Upon proper Integration occurring, the ASIC data and records relevant to your Portfolio (Portfolio Data) will be synced with our Platform and can then be viewed in your Dashboard (Syncing). Syncing will occur twice per day.
We do not direct or control the operation of your Reviewa Account or your Dashboard.
You are responsible for any costs arising from your use of our Services, including fees charged by ASIC.
You acknowledge and agree that:
we do not provide the Services to your clients;
our Services are a tool, and you are ultimately responsible for monitoring your Portfolio Data and your Dashboard to ensure the proper and efficient use of our Services to provide professional services to your own clients; and
you are solely responsible for resolving any disputes that arise between you and your clients as a result of your use of the Platform and our Services.
By creating a Reviewa Account (or instructing us to create one on your behalf), you agree to:
not register for more than one account, create an account on behalf of someone else, or create a false or misleading identity on the Platform;
provide all information that we require in order to comply with any ASIC authentication requirements, or other authentication requirements imposed by Law, that we are required to satisfy in order to provide you with our Services;
not transfer or provide access to your Reviewa Account to any other person;
maintain the security of your user identification, password and personal information and any other Confidential Information relating to your Reviewa Account;
notify us immediately in the event of any known or suspected unauthorised use of your Reviewa Account, or any known or suspected breach of security, including loss, theft, or unauthorised disclosure of your password;
take responsibility for all purchases and charges resulting from the use of your Reviewa Account (including any unauthorised use which occurs prior to you notifying us of same); and
take the necessary steps to prevent the continuance of any unauthorised use of your Reviewa Account by contacting us to change your password, informing the police (where appropriate) and contacting your financier.

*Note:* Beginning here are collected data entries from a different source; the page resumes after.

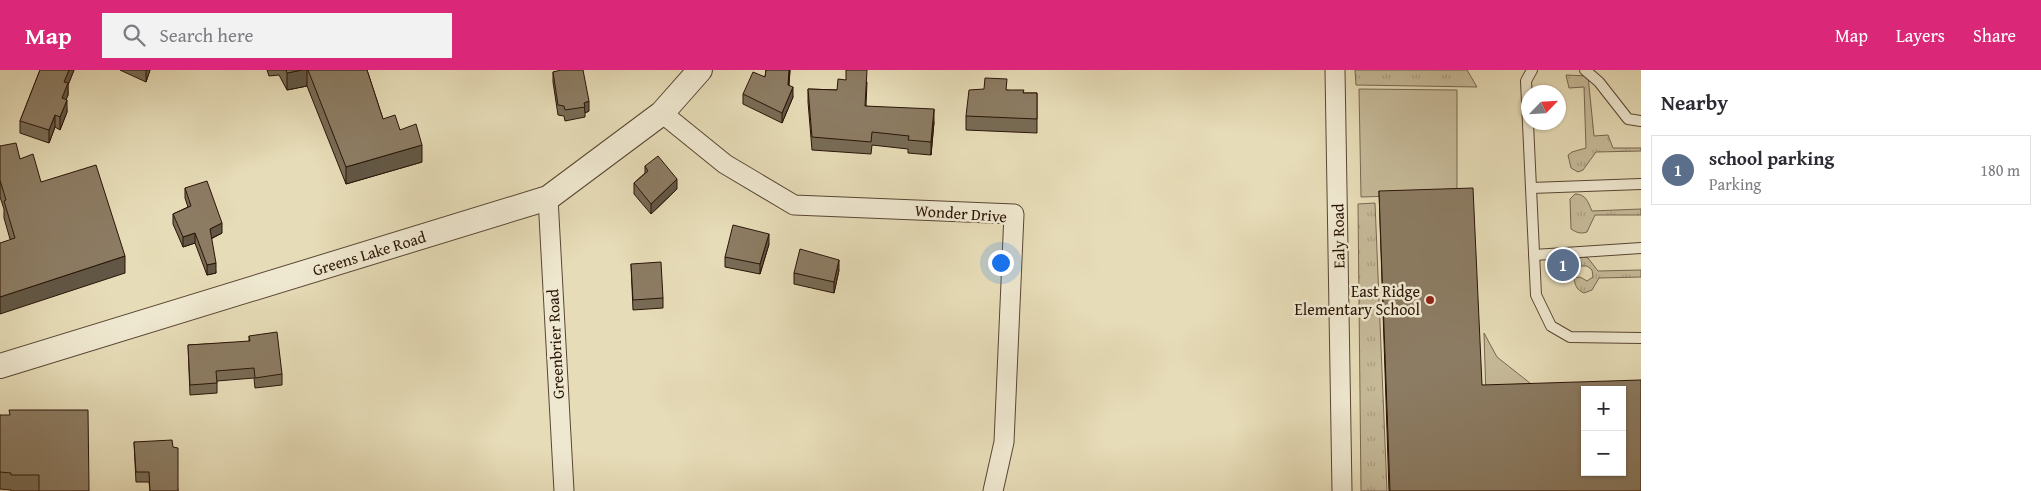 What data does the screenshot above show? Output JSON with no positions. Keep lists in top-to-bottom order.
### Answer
{
  "streets": {
    "street": [
      "Wonder Drive",
      "Ealy Road",
      "Greens Lake Road",
      "Greenbrier Road"
    ]
  },
  "crossings": [
    ["Wonder Drive", "Greens Lake Road"],
    ["Greens Lake Road", "Greenbrier Road"]
  ],
  "places": ["East Ridge Elementary School"],
  "north": "top right",
  "page": {
    "header": "Map",
    "search": "Search here",
    "nav": ["Map", "Layers", "Share"],
    "heading": "Nearby",
    "list": [
      {
        "mark": "1",
        "name": "school parking",
        "note": "Parking",
        "value": "180 m"
      }
    ],
    "pins": "1",
    "map_buttons": ["+", "−"]
  }
}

You acknowledge and agree that:
you are responsible for ensuring that your Authorised Users comply with the terms of this Agreement; and
to the extent that we suffer any Loss as a result of a breach of this Agreement, any of our Policies or the failure of an Authorised User to comply with an applicable Law, you are jointly and severally liable with that Authorised User for such Loss.
You acknowledge and agree that your access to the Platform and our provision of the Services require proper account establishment as described in clauses 6.1 and 6.2. If this does not occur:
we may not be able to provide you with our Services or with access to the Platform, or our provision of the Services may be adversely affected;
you may be required to re-establish your Reviewa Account before the Services can be provided; and
we will not be liable to you for any Loss suffered due to the occurrence of any of the events in subclause (a).
You acknowledge and agree that your access to the Platform and our provision of the Services require proper account establishment as described in clauses 6.1 and 6.2. If this does not occur:
Subject to sub-clause 7.2(b), we grant you access to the Platform on a worldwide, revocable, non-exclusive, non-sublicensable and non-transferable basis during the Term (Licence).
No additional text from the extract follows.